What you'll work on
The department supports research in computer engineering, energy systems, signals systems, and solid-state electronics. Our research is funded by multiple agencies and corporations, including the NSF, the US Army and Air Force, American Electric Power, and Consumers Energy.
Sample Areas of Interest
- Biomedical Engineering
Who You'll Work With
Be part of a working laboratory where students and faculty collaborate to find answers to some of the world's most relevant questions. We are a close-knit community, with accomplished faculty dedicated to mentoring students.
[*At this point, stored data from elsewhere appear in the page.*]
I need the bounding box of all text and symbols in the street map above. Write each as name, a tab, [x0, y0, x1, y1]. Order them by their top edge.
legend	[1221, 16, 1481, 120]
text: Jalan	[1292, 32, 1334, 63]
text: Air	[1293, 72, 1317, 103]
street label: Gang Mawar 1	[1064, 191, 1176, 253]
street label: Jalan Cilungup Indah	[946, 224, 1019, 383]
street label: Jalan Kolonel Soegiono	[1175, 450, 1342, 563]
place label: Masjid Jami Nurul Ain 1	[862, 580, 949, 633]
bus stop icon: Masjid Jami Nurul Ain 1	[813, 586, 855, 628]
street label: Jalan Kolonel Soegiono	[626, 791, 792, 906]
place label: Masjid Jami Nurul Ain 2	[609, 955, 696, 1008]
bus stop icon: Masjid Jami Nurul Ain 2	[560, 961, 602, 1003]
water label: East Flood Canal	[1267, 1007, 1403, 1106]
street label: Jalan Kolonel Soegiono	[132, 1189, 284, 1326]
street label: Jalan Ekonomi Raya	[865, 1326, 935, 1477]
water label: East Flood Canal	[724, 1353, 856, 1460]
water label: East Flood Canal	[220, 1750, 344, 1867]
Associate Professor of Electrical and Computer Engineering
"Novel devices can be created, operating from radio frequencies to visible light."
Semouchkina engineers artificial materials with unusual properties and employs them to control electromagnetic wave paths. This makes it possible to modify antenna radiation patterns and build devices with unprecedented functionalities, such as invisibility cloaks.
Where you'll work
Our department occupies more than 50,000 square feet of space and maintains a variety of laboratories and facilities, including the Microfabrication Facility, the Paul and Susan Williams Center for Computer Systems Research, the Wireless Positioning Laboratory, the Energy Storage Laboratory, the Smart Grid Control Center, and a host of other spaces for research in power, photonics, microgrids, and robotics.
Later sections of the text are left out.